Estraneo per tanti aspetti allo spirito medievale ed ai suoi valori organicistici e corporativi, Erasmo sente l'esigenza di incoraggiare quella "varietà ammirevole" delle attività umane che tanto contribuisce alla utilità sociale, così come cerca di evitare ogni forzosa ascesi dell'anima sul corpo. Il Cristianesimo non deve troppo screditare la tendenza dell'uomo a procurarsi dei vantaggi che siano fruibili anche in questa terra; non vi è incompatibilità tra la fede e la naturale disposizione dell'uomo al soddisfacimento dei bisogni leciti che rendano la vita più distesa e rasserenata. Il Cristianesimo è per Erasmo un grande sistema di moderazioni, una regola di equilibrio e di contemperamento e, perciò, tutto ciò che è più armonico e più aperto alla comprensione dei fini reali della vita può essere valorizzato e tutelato dalla fede cristiana che non richiede pratica artificiale di virtù sublimi, grandi misticismi, ascetismi e privazioni. La critica di Erasmo a certe ortodossie ristrette e cristallizzate si basa su una revisione filologica dei libri sacri, volta a dimostrare che testi sui quali la Chiesa legittimava certi precetti troppo costrittivi e punitivi non erano originali ma manipolati e come tali non dovevano costituire oggetto di obbedienza passiva. Un'operazione apparentemente non troppo dissimile da quella che andava compiendo Martin Lutero ma che Erasmo attua con intendimento molto diverso: egli non si serve dei testi evangelici per provocare scissioni ma piuttosto per valorizzare ciò che gli sembra conciliabile con la cultura umanistica.

Il pacifismo

Erasmo si batteva per un mutamento dello spirito politico: la sua idea era che sarebbe stato un fallimento se, dopo l'Umanesimo, l'Europa si fosse trovata dilaniata dallo spirito nazionalistico ed imperialistico, spenta intellettualmente e moralmente. Egli può considerarsi precorritore di una coscienza europea aperta, pronta a lottare contro l'esclusivismo delle nazioni per valorizzare in tutti i settori della vita personale e sociale ciò che può meglio rappresentare la positività dei valori umani. La vecchia respublica christiana era entrata in crisi perché non più sostenuta né dall'autorità ormai screditata dell'Impero, né dall'ascendente spirituale di una Chiesa che aveva smarrito la sua autenticità religiosa ma gli pareva possibile e necessario ricercare una nuova intesa proprio su quei principi che l'Umanesimo aveva scoperto e valorizzato.
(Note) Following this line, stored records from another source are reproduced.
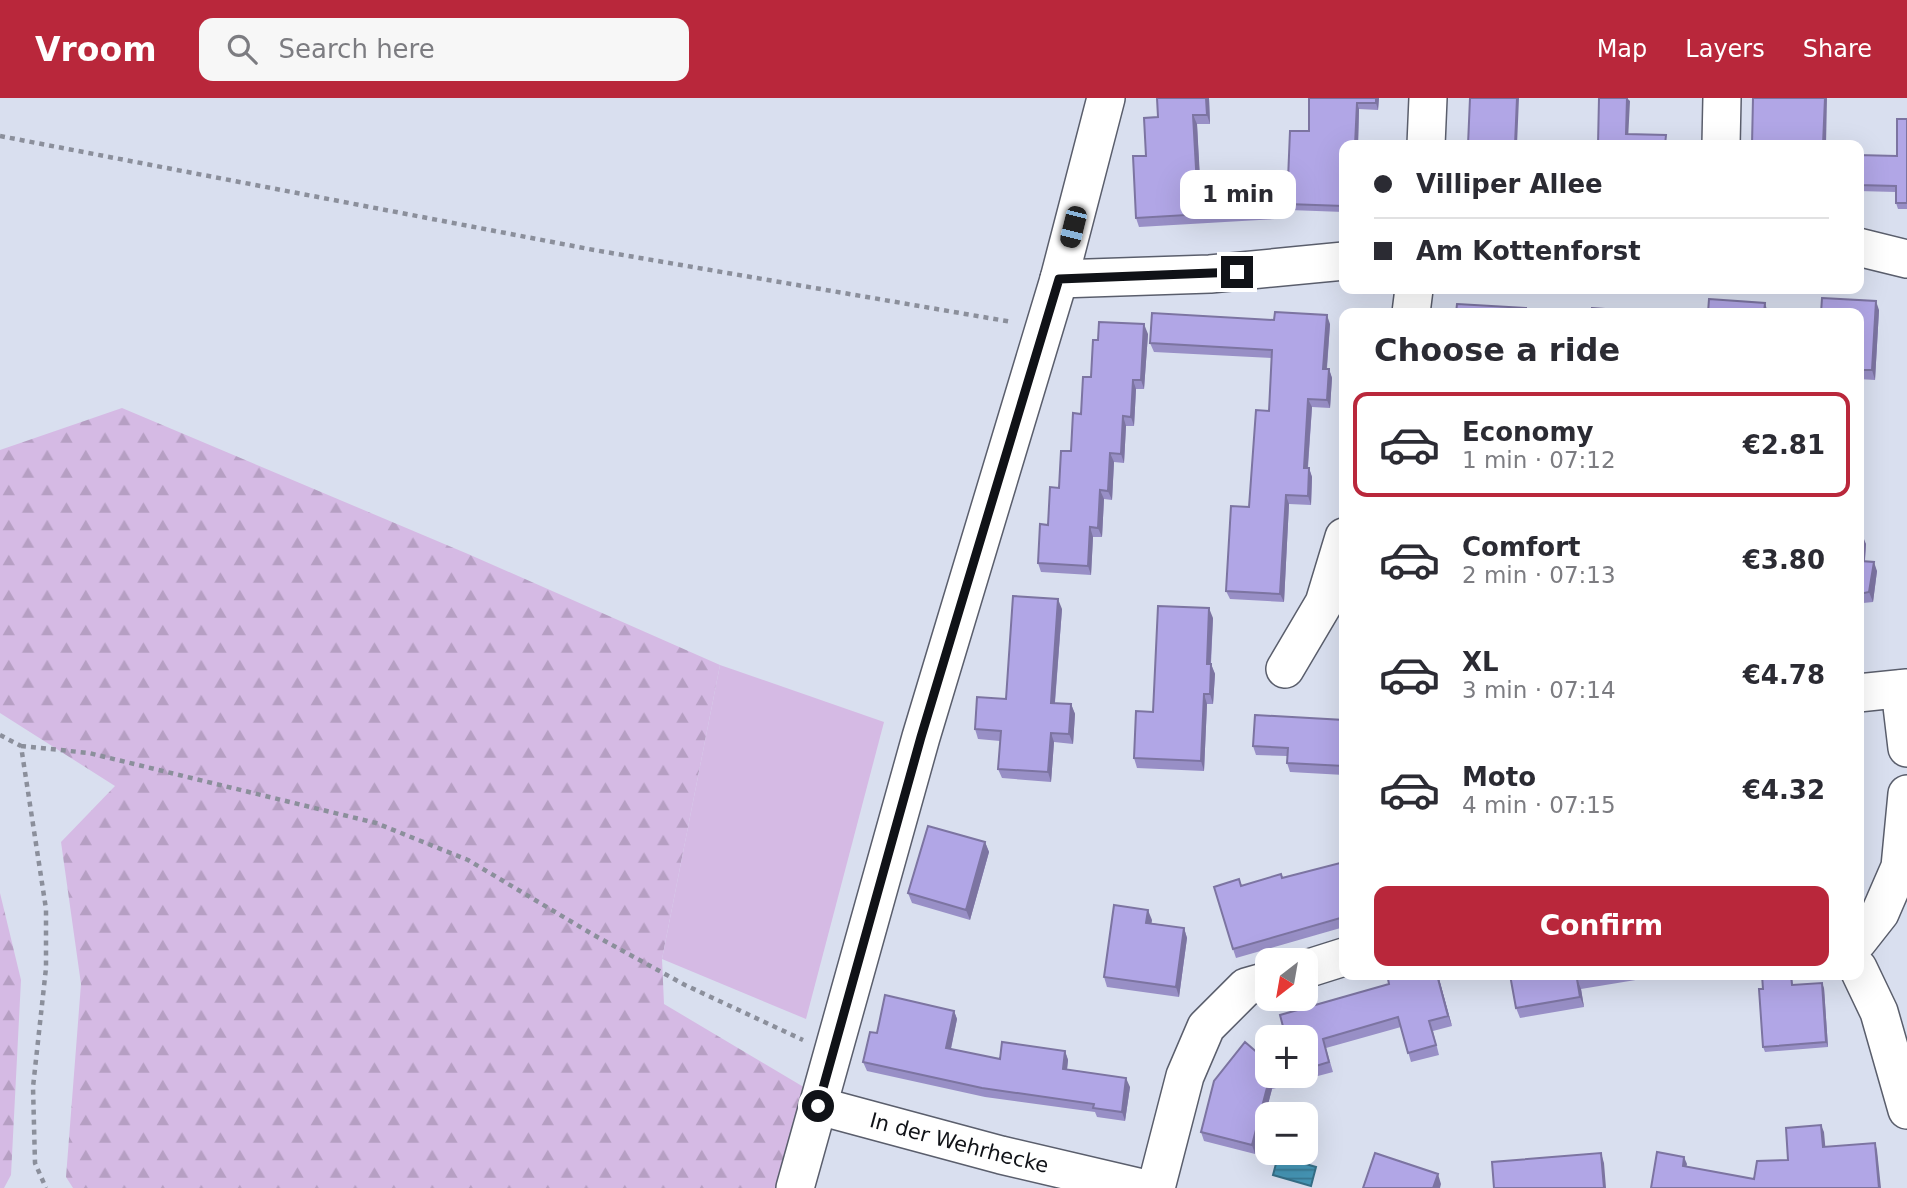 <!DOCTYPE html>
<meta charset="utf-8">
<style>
body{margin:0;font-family:"DejaVu Sans",sans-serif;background:#f7f7f7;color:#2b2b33;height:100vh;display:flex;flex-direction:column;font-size:26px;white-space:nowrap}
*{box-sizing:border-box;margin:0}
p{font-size:23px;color:#7c7c81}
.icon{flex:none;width:38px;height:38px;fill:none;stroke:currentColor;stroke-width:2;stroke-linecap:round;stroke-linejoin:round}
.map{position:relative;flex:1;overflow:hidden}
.side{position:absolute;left:1339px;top:210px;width:525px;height:672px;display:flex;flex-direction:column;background:#fff;border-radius:14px;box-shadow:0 7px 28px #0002}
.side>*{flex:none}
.banner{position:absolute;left:1339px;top:42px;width:525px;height:154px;border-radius:14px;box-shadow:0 7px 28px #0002;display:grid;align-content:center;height:154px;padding:0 35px;background:#fff}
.needle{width:46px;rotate:211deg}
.controls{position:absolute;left:1255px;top:850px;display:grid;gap:14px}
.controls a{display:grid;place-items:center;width:63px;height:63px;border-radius:14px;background:#fff;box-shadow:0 7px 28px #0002;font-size:35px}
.end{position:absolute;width:32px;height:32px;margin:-16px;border:9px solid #101217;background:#fff;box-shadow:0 0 0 4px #fff}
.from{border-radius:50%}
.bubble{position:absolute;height:49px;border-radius:14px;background:#fff;box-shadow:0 7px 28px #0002;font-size:23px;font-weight:600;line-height:49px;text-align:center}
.car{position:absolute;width:21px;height:42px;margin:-21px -10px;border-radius:9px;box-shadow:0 0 5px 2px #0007;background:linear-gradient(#222 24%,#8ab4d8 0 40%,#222 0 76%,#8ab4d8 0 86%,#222 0)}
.banner b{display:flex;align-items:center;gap:24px;height:66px;font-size:26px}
.banner b+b{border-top:2px solid #e1e1e2}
.banner i{width:18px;height:18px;background:#2b2b33}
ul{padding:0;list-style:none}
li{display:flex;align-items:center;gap:21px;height:105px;margin:0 14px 10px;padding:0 21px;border:4px solid transparent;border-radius:14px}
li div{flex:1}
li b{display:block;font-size:26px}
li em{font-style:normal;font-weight:600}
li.selected{border-color:#b9273b}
li>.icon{width:63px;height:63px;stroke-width:1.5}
h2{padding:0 35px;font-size:32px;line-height:84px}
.cta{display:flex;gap:14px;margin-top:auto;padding:14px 35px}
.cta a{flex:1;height:80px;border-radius:14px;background:#b9273b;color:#fff;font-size:28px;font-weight:600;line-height:80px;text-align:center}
header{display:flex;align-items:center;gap:42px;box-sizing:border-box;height:98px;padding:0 35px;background:#b9273b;color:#fff}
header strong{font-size:33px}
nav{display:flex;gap:38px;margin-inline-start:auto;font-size:24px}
.search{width:490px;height:63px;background:#f7f7f7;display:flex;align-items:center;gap:18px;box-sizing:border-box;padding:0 24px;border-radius:14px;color:#7c7c81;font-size:26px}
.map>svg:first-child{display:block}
.forest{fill:url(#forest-firs)}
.garden{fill:#d5bae4}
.water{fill:url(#water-rules);stroke:#366f87;stroke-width:2}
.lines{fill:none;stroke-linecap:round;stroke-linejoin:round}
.minor-casing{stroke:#5a5e6c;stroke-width:40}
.path{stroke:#8b8f9b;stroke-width:4.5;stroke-dasharray:5 5;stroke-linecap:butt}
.minor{stroke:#fff;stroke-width:37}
.wall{fill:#988fc6}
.shaded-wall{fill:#7c74a1}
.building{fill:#b1a6e6;stroke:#7c74a1;stroke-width:2}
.route{stroke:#101217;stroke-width:9}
.labels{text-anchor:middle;stroke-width:5;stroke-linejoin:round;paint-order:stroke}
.street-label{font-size:21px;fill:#101217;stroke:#e6ecfd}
</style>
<header>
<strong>Vroom</strong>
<div class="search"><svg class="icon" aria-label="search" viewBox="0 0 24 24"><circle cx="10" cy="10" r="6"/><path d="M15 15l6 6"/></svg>Search here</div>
<nav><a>Map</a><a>Layers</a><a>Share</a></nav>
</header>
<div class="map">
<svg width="1907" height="1090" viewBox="0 0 1907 1090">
<defs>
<pattern id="forest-firs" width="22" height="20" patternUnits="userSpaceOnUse" patternTransform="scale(1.75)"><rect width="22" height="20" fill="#d5bae4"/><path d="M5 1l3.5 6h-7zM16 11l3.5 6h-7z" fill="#b69fc3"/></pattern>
<pattern id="water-rules" width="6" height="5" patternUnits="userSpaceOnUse" patternTransform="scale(1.75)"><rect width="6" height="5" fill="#4697b7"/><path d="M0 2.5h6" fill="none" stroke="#397a94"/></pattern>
</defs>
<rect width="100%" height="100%" fill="#d9dfef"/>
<!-- forest -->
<path class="forest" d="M122 310 468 456 720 567 662 861 664 906 807 991 778 1090H73L66 1079 81 886 61 744 115 688 0 615V352Z
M0 795 21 882 11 1077 4 1090H0Z"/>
<!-- garden -->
<path class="garden" d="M720 567 884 624 806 921 662 861Z"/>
<!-- water -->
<path class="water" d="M1278 1058 1316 1069 1311 1088 1273 1077Z"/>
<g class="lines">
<!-- minor casing -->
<g class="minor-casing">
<g id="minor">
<path d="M1426 47 1428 0"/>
<path d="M1721 47 1722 0"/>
<path d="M1858 149 1907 161"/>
<path d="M1059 181 1210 176 1344 163"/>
<path d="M1411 215 1414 191"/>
<path d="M1285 571 1324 505 1344 439"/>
<path d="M1900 591 1907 650"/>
<path d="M1858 595 1907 590"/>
<path d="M1858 843 1880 815 1900 769 1907 696"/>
<path d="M1858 870 1879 914 1907 1012"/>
<path d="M1306 871 1344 859"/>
<path id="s1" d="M819 1008 1001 1057 1142 1090"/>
<path d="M795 1090 921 639 1059 181 1106 0"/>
<path d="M1156 1090 1185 978 1206 929 1246 889 1267 883"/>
</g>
</g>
<!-- path -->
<path class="path" d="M0 38 594 152 1012 224
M0 637 21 648 46 811V870L33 989 35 1065 46 1090
M21 648 89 655 376 725 468 762 592 836 685 887 803 942"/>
<!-- minor -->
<use href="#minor" class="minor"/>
</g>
<!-- wall -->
<path class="wall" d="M1157 0H1209L1210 26H1197L1200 88 1272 91 1275 121 1139 129 1136 120 1146 58 1158 19Z
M1309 0H1379L1378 12 1359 11 1358 47H1344V114L1289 112 1287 106 1309 33Z
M1907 21V111H1898L1896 105V94L1858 93V57L1897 58Z
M1879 212 1875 282 1858 281V215Z
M1330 226 1327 271H1329L1332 280 1330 310 1312 309 1308 370H1309L1312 379 1311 407 1289 406 1284 504 1230 501 1226 493 1249 409 1269 313 1272 260 1154 254 1150 245Z
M1148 236 1144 291H1136L1134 328H1126L1124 365 1114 364 1112 402 1104 401 1102 439H1093L1091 477 1041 474 1038 465 1048 427 1071 353 1091 279 1098 242Z
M1858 437 1866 446 1865 463 1877 473 1873 504 1863 505 1861 540H1858Z
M1062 511 1055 605 1071 606 1075 616 1073 646 1054 644 1051 684 1002 680 998 671 1000 643 978 641 975 631 1006 601Z
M1213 520 1211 566 1215 576 1213 606H1207L1204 673 1137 670 1134 660 1153 614Z
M1344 622V677L1290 674 1287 665V658L1256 657 1253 648Z
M985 744 989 754 970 822 912 805 908 795Z
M1344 764V829L1236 860 1233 851 1242 788 1282 780Z
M1152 822 1151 825 1184 830 1187 840 1179 899 1107 889 1104 879Z
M1438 877 1452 928 1433 933 1439 957 1411 964 1401 929 1326 950 1333 974 1299 983 1298 978H1306V940Z
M1510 877H1666L1581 891 1584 909 1520 920 1516 910Z
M1791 877 1792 880 1793 887 1824 890 1828 949 1765 954 1763 949V891Z
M954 913 957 921 951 951 1000 961 1065 953 1068 962 1067 972 1130 989 1125 1023 1097 1019 1095 1014 985 999 867 973 863 964 877 935Z
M1285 978 1288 987 1272 991 1255 1056 1204 1043 1201 1034 1214 983Z"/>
<!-- shaded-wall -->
<path class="shaded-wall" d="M1206 0H1209L1210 26 1207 17Z
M1376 0H1379L1378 12 1376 5Z
M1517 0H1519L1517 47H1515Z
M1627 0 1630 3 1628 42 1626 36Z
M1825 0H1827L1826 47H1823Z
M1357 5 1359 11 1358 47H1355Z
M1193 17 1197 26 1201 97 1197 88Z
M1269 82 1272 91 1275 121 1272 112Z
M1876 203 1879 212 1875 282 1872 272Z
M1765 205 1768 215H1764Z
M1327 217 1330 226 1326 279 1323 271Z
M1144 226 1148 236 1144 291 1141 282Z
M1329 271 1332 280 1330 310 1327 302Z
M1133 282 1136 291 1134 328 1131 319Z
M1308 301 1312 309 1307 378 1304 370Z
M1123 318 1126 328 1124 365 1121 356Z
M1110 355 1114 364 1112 402 1108 393Z
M1309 370 1312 379 1311 407 1308 398Z
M1100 392 1104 401 1102 439 1098 430Z
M1286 397 1289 406 1284 504 1280 496Z
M1090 429 1093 439 1091 477 1088 468Z
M1862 436 1866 446 1864 473 1861 463Z
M1874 464 1877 473 1873 504 1869 494Z
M1859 496 1863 505 1861 540 1858 534Z
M1058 501 1062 511 1054 614 1051 605Z
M1209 510 1213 520 1210 576 1207 566Z
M1211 566 1215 576 1213 606 1210 596Z
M1204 596 1207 606 1204 673 1201 663Z
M1071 606 1075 616 1073 646 1069 636Z
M1051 635 1054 644 1051 684 1048 674Z
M985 744 989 754 970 822 966 812Z
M1148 812 1152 822 1150 834 1146 825Z
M1184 830 1187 840 1179 899 1176 889Z
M1437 877H1438L1452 928 1448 918Z
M1577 881 1581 891 1584 909 1580 899Z
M1822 885 1824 890 1828 949 1826 944Z
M954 913 957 921 949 959 946 950Z
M1065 953 1068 962 1066 980 1063 971Z
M1126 980 1130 989 1125 1023 1122 1014Z
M1269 982 1272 991 1255 1056 1252 1047Z
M1821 1027 1824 1034 1826 1056 1823 1049Z
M1875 1045 1877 1052 1881 1090H1879Z
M1601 1055 1604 1065 1606 1090H1604Z
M1684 1059 1687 1066 1685 1075 1683 1068Z
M1438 1076 1441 1086 1440 1090H1433Z"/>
<!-- building -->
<path class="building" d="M1157 0H1206L1207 17H1193L1197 88 1269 82 1272 112 1136 120 1133 58H1146L1144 20 1158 19Z
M1309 0H1376V5H1357L1355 47H1344V108L1287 106 1290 33H1309Z
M1470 0H1517L1515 47H1468Z
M1599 0H1627L1626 36 1666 37 1665 47H1598Z
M1753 0H1825L1823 47H1752Z
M1897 21H1907V105H1896V88L1858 87V57L1897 58Z
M1822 200 1876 203 1872 272H1858V215H1821Z
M1709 201 1765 205 1764 215H1708Z
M1457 206 1526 210V215H1456Z
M1592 210 1646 214 1645 215H1592Z
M1275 214 1327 217 1323 271H1329L1327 302 1308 301 1304 370H1309L1308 398 1286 397 1280 496 1226 493 1231 408 1249 409 1256 312 1269 313 1272 252 1150 245 1152 215 1274 222Z
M1099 224 1144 226 1141 282H1133L1131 319 1123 318 1121 356 1110 355 1108 393 1100 392 1098 430 1090 429 1088 468 1038 465 1040 426 1048 427 1050 389 1059 390 1061 353H1071L1073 315 1081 316 1083 279H1091L1093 242H1098Z
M1862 436 1861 463 1874 464 1869 494 1859 496 1858 506V437Z
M1013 498 1058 501 1051 605 1071 606 1069 636 1051 635 1048 674 998 671 1001 633 975 631 977 599 1006 601Z
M1158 508 1209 510 1207 566H1211L1210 596H1204L1201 663 1134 660 1136 613 1153 614Z
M1255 617 1344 622V668L1287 665 1288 650 1253 648Z
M928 728 985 744 966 812 908 795Z
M1344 764V819L1233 851 1214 789 1239 781 1241 788 1281 776 1282 780Z
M1114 807 1148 812 1146 825 1184 830 1176 889 1104 879Z
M1404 877H1437L1448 918 1429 923 1436 947 1408 955 1398 919 1323 941 1329 964 1306 971V940H1286L1280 917 1389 886 1388 881Z
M1510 877H1603L1577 881 1580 899 1516 910Z
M1762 877H1791L1792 887 1822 885 1826 944 1763 949 1759 891H1763Z
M885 897 954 913 946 950 1000 961 1002 944 1065 953 1063 971 1126 980 1122 1014 1093 1010 1094 1006 982 990 863 964 870 934 877 935Z
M1245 944 1267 963V978H1283L1269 982 1252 1047 1201 1034 1214 983Z
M1821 1027 1823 1049 1875 1045 1879 1090H1651L1657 1054 1684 1059 1683 1068 1754 1081 1757 1063 1788 1062 1786 1030Z
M1375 1055 1438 1076 1433 1090H1363Z
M1601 1055 1604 1090H1494L1492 1064Z"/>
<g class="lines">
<!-- route -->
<path class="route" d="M818 1008 921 639 1059 181 1237 174"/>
</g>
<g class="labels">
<!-- street labels -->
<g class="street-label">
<text dy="7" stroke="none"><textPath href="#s1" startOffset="145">In der Wehrhecke</textPath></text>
</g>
</g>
</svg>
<div class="controls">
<a><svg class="needle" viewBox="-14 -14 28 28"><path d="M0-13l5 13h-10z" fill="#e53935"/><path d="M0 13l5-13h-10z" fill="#7c7c81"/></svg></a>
<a>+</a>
<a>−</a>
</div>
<i class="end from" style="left:818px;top:1008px"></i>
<i class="end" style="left:1237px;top:174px"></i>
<div class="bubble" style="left:1180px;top:72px;width:116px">1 min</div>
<i class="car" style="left:1073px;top:129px;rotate:194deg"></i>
<div class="banner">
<b><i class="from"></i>Villiper Allee</b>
<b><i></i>Am Kottenforst</b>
</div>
<section class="side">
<h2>Choose a ride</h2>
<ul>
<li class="selected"><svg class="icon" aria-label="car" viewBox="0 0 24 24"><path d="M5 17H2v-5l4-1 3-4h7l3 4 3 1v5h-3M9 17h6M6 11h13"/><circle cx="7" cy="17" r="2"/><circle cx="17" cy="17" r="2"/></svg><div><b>Economy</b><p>1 min · 07:12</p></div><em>€2.81</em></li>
<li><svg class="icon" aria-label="car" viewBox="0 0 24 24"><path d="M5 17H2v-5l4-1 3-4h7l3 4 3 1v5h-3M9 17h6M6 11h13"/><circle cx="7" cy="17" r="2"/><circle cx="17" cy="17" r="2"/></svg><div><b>Comfort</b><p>2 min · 07:13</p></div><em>€3.80</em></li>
<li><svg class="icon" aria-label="car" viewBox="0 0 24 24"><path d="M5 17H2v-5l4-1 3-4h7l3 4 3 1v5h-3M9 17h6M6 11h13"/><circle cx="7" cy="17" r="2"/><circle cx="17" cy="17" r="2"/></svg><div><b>XL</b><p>3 min · 07:14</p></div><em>€4.78</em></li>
<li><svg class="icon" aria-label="car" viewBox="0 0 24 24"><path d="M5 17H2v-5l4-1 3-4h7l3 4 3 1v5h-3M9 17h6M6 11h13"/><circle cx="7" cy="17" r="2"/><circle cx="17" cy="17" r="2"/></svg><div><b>Moto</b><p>4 min · 07:15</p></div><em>€4.32</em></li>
</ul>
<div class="cta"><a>Confirm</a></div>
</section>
</div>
Si doveva quindi riprendere il discorso sull'Europa riproponendo l'idea di una unità europea non monolitica, non gerarchica e pronta invece ad accogliere tutte le vocazioni europee capaci di coordinarsi e di convergere su compiti culturali e sociali di vasta portata. La sua era quindi l'immagine di un'Europa umanistica generalizzata. Di qui, in Erasmo, l'intransigente ripudio della guerra e la sua professione senza riserve di pacifismo; niente è per lui così negativo come la guerra, da essa deriva la degradazione e la demoralizzazione generale della vita. Nella filosofia pacifista di Erasmo non c'è soprattutto alcun posto per l'idea di guerra santa giustificata come esecuzione della volontà di Dio. Solo quando tutti i mezzi pacifici sono stati sperimentati senza successo e solo in caso di aggressioni dirette la guerra può diventare la estrema ratio. La sua idea del Principe è l'opposto di quella di Machiavelli. Erasmo sente una profonda ripugnanza a considerare la politica e il diritto come attività separate dalla morale. Il sovrano si legittima solo se coltiva nel suo stato le arti della pace e se supera gli altri per le sue doti di re; l'inganno e la simulazione non devono essere strumenti dell'autorità ed il sovrano è da considerare solo come amministratore di beni altrui. L'ideale di Erasmo rimane quello di una monarchia temperata, non priva però di elementi democratici. Egli sostiene così che, per evitare le degenerazioni tiranniche, è vantaggioso rinunciare alla regalità ereditaria e sostituirla con quella elettiva.

Etica e spontaneità

L'opera più conosciuta di Erasmo, L'elogio della follia, è stata intesa come un "divertissement" letterario, come evasione di un umanista; certo, egli vuole ironizzare sulla boria dei filosofi ma questo saggio può essere inteso in un senso eticamente più profondo e politicamente più significativo: Erasmo vuole mettere in evidenza, in modo caricaturale e scherzoso, il principio che l'esistenza umana deve qualcosa alle piccole follie. Non si può vivere secondo una virtù troppo austera: l'esperienza umana è sempre aperta ed i filosofi devono badare a non ingombrare troppo con le loro concettualizzazioni il flusso delle forze vitali dell'umanità. Diffidenza quindi di Erasmo verso una razionalità a formato chiuso e disposizione invece ad accettare anche sentimenti, propensioni, bisogni che dal punto di vista strettamente razionale possono apparire come stoltezze. La vita umana è "un gioco della follia" però questa parola è usata da Erasmo in un senso molto blando e pacato: egli si riferisce a quelle piccole follie che sono impulsi vitali del nostro agire e che non ci fanno preoccupare oltre misura di tutti i possibili risultati e di tutte le possibili incidenze dei nostri comportamenti. L'uomo è certo tenuto ad assumere responsabilità dei suoi atti ma, una volta che essi si immettono nel mondo e si mescolano all'insieme delle azioni altrui, producono delle combinazioni umane e sociali che sarebbe folle e patologico pretendere di preventivare e di padroneggiare integralmente con misure razionalisticamente pure. Non si devono progettare razionalmente tutti i moventi dell'azione, se si vuole lasciare un certo margine di libertà ai soggetti e se si vuole svincolare la società dalle ristrettezze ed improduttività dell'abitudine e della ripetizione.
Una certa liberalizzazione delle piccole follie può costituire un antidoto alle grandi follie provocate dalla smania di imporre alla vita presunti schemi di verità assolute. Questo elogio della stoltezza esprime un'intuizione politicamente rilevante e cioè che un certo ordine spontaneo può dare più garanzie di un ordine razionalmente costruito dal potere e da esso coercitivamente imposto.